Refactoring To Patterns

I learned design patterns when I was in grad school. Later when I started work, I used some patterns, but some were never used, and their knowledge became rusty over the years. I thought it was time to refresh my knowledge of software design patterns, sometime last year.

Back then I was enamoured with the concept of web based learning (and I still am). I was also contemplating to take my Java workshops over the Internet. So instead of just re-reading the GOF book, I thought of taking a web based course on design patterns. This way I would learn what I needed to, and also get a hands on feel of how elearning works. When I Googled elearning and design patterns, I stumbled upon Industrial Logic's online course "Refactoring to patterns". Now the concept of refactoring to patterns is'nt just about learning design patterns. It involves understanding design patterns, but also involves identifying code smells (bad code), that should be refactored to use a design pattern. I was delighted. This course would not only help me refresh design patterns but also teach me something new. I registered for it.
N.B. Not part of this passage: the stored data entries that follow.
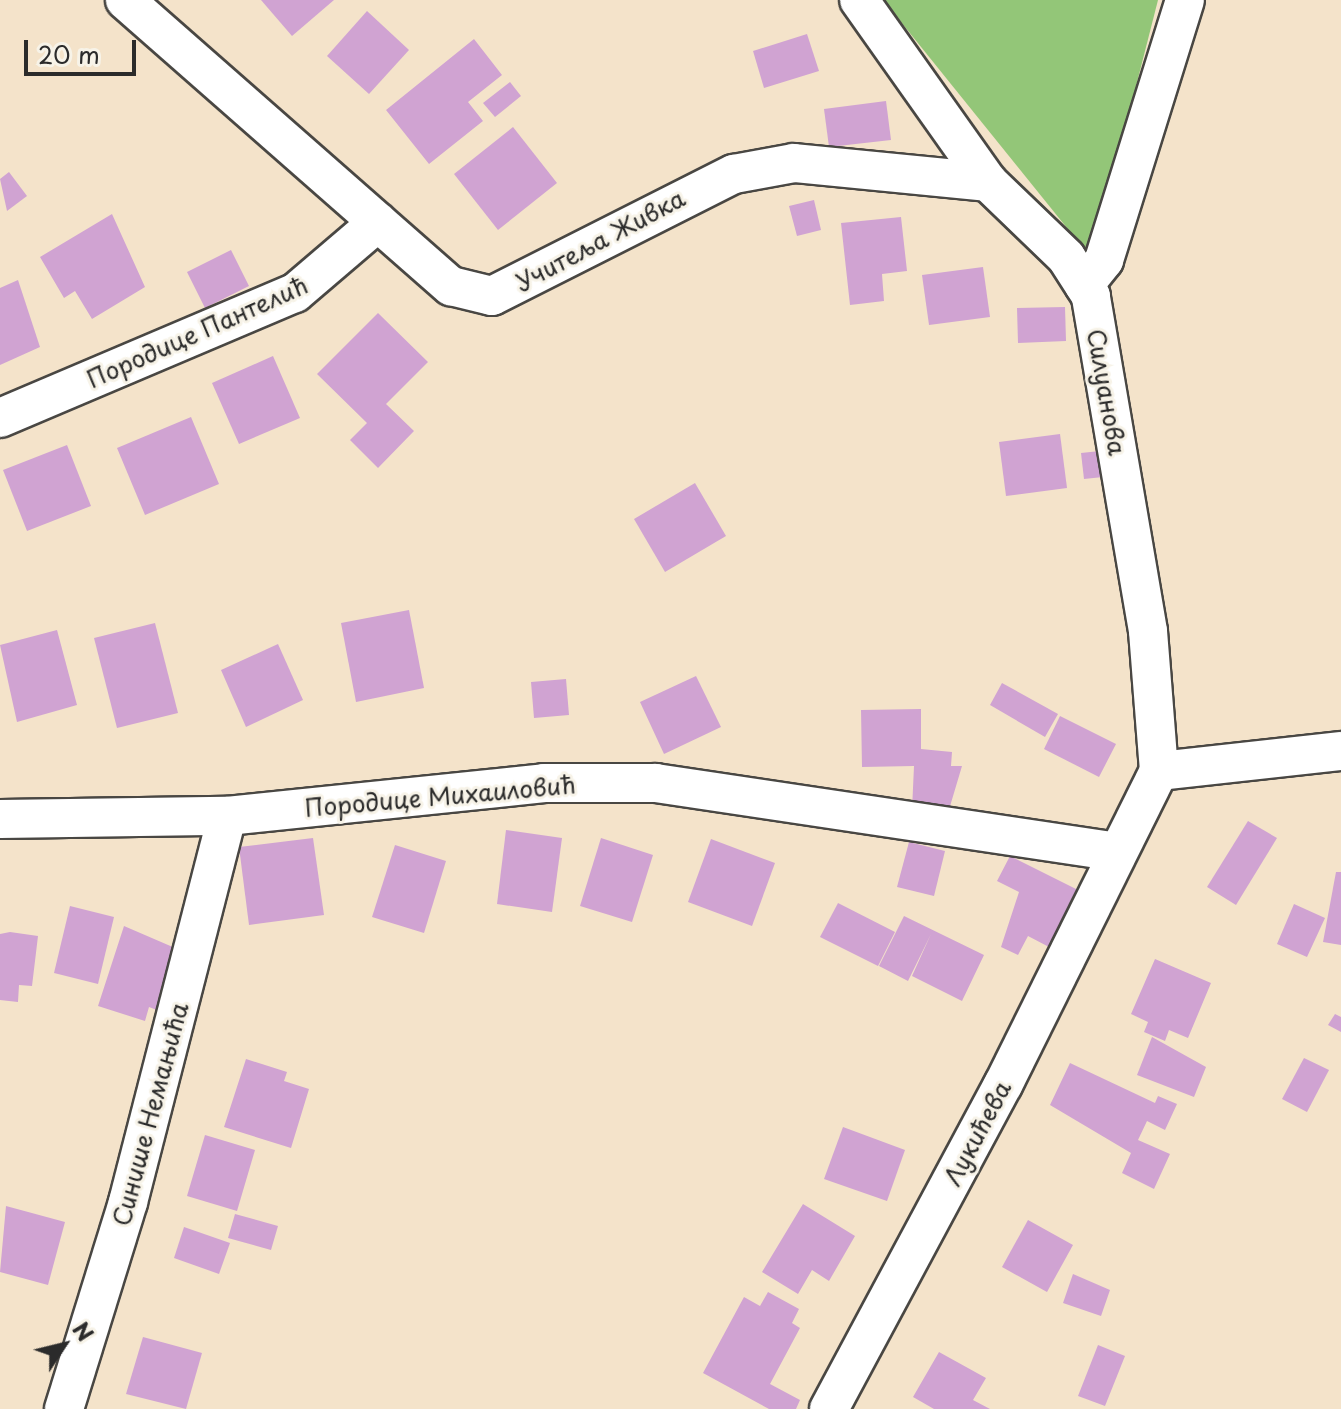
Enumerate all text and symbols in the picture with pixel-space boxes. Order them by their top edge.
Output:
scale bar [28,24,140,74]
text: 20 m [38,36,100,72]
street label: Учитеља Живка [510,183,690,297]
street label: Породице Пантелић [82,270,312,394]
street label: Силуанова [1082,327,1132,457]
street label: Породице Михаиловић [303,770,577,822]
street label: Синише Немањића [106,999,194,1229]
street label: Лукићева [937,1076,1017,1190]
north arrow [24,1305,104,1385]
text: N [66,1314,103,1348]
I found the course to be very well made. The explanation of each design pattern started with some reading suggestions, typically from the GOF book and Joshua Kerievsky's excellent book - "Refactoring to patterns". After that there was a little conversation on that design pattern. This is really good, because after reading the text, I had many questions in my mind, and they were all answered by reading the conversation (which I am presuming Joshua must have had with participants of his course). Now that the theory had sunk in, the next step was to understand some code and refactor it to use the pattern. I could verify my solution by running the tests. The interesting thing here is that the tests not only verify that the code still works properly, but also verify if the refactoring uses the design pattern correctly. These tests make many assumptions, but they are very well written and do verify the solution correctly. Once you are done you can upload the solution. The course also has screencasts for the refactoring if you need any help. Finally there are some questions to reinforce the concepts.

I still have not completed all the patterns in the course, but have had a great learning experience with the stuff that I have completed.

In time to come web based learning will provide an excellent way for people to update their knowledge at a time, place, and pace of their convinience. The ability of the Internet to serve multimedia and enable collaboration is extremely powerful. I think we are just begining to scratch the surface if this potential for educational applications. The social web and the web of participation will bring several changes to the way we teach and learn. We will see many interesting eLearning content come up in future. Also, be on the lookout for educational podcasts and screencasts.